May 5, 2014 note – I had to enable MAC spoofing in HyperV for the Internet Network Adapter when I use the newly released tails version 1. The checkbox is located on the Advanced Features of the Network Adapter of the VM. You will not find the Advanced Features option when accessing the Virtual Switch. It is a setting of the Network Adapter assigned to the tails VM. I suppose another option would be to remove the MAC address hardwired into tails’ “Auto eth0” but also would reduce your anonymity. It works this way but that is all the testing I did on it! Use the hardwired MAC if possible.
- Start the VM and specify a password for root when prompted. You will need to recreate the root password each time you start the VM in the diskless VM configuration. It can be a different password for each re-start. Your call though you should still use a strong password (e.g. suitable hardened to meet local password policies) and change it according to policy. The degree of protection of the local Domain from the Internet is dependent upon the security of this password. You never need to know that password again after you type it twice in succession and you don’t want anyone else to know it either… ever.
- Use the Internet privately and anonymously from your shiny new diskless Virtual Machine.
Iceweasel can browse the Internet just fine in the diskless configuration. Using PGP or OTR, however, both require persisted certificates. That requires disk storage. Instant Messenger and pop email using the tools in Tails won’t happen unless persistent certificates are available.

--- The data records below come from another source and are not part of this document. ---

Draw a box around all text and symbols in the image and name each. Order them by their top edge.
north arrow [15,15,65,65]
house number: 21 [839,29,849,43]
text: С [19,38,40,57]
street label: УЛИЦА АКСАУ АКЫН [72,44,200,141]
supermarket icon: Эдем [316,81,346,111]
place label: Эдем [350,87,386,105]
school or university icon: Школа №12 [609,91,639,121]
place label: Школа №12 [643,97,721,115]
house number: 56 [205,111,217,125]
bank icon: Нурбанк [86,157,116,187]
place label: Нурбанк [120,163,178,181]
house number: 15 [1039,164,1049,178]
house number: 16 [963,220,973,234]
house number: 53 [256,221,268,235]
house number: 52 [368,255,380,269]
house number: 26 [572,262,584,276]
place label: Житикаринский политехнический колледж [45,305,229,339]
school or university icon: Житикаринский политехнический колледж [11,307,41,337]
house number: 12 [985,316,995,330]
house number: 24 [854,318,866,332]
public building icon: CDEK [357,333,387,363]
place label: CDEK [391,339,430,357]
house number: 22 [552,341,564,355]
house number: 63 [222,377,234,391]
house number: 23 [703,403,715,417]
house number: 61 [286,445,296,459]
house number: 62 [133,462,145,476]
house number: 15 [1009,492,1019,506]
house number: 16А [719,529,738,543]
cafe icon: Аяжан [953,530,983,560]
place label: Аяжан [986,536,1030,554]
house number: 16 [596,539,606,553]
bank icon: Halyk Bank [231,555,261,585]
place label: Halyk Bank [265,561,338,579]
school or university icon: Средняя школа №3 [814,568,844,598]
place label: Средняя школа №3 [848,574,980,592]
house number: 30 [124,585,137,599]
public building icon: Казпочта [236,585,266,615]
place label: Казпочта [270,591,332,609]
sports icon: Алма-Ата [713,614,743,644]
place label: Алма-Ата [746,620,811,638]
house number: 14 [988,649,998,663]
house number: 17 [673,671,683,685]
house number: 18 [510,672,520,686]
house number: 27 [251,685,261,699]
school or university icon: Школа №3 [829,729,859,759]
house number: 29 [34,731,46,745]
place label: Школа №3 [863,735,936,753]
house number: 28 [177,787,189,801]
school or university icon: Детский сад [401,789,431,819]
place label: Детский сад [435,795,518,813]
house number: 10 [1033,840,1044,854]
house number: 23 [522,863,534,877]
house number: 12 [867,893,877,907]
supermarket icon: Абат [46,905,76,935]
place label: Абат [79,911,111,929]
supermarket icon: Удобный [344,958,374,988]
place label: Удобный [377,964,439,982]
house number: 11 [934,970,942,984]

There are probably a number of ways certificate availability can be realized, e.g., RamDisk, network, fob, etc.
A Hyper-V Administrator cannot be prevented from configuring storage inside the Virtual Machine if storage is available to the Hyper-V. Hint: A Hyper-V Administrator can be prevented from configuring storage inside the Virtual Machine if no storage is available to the Hyper-V Administrator.
Not a total solution, but gives a very clean ability to jump on the Internet without exposing the domain to the Internet when needed.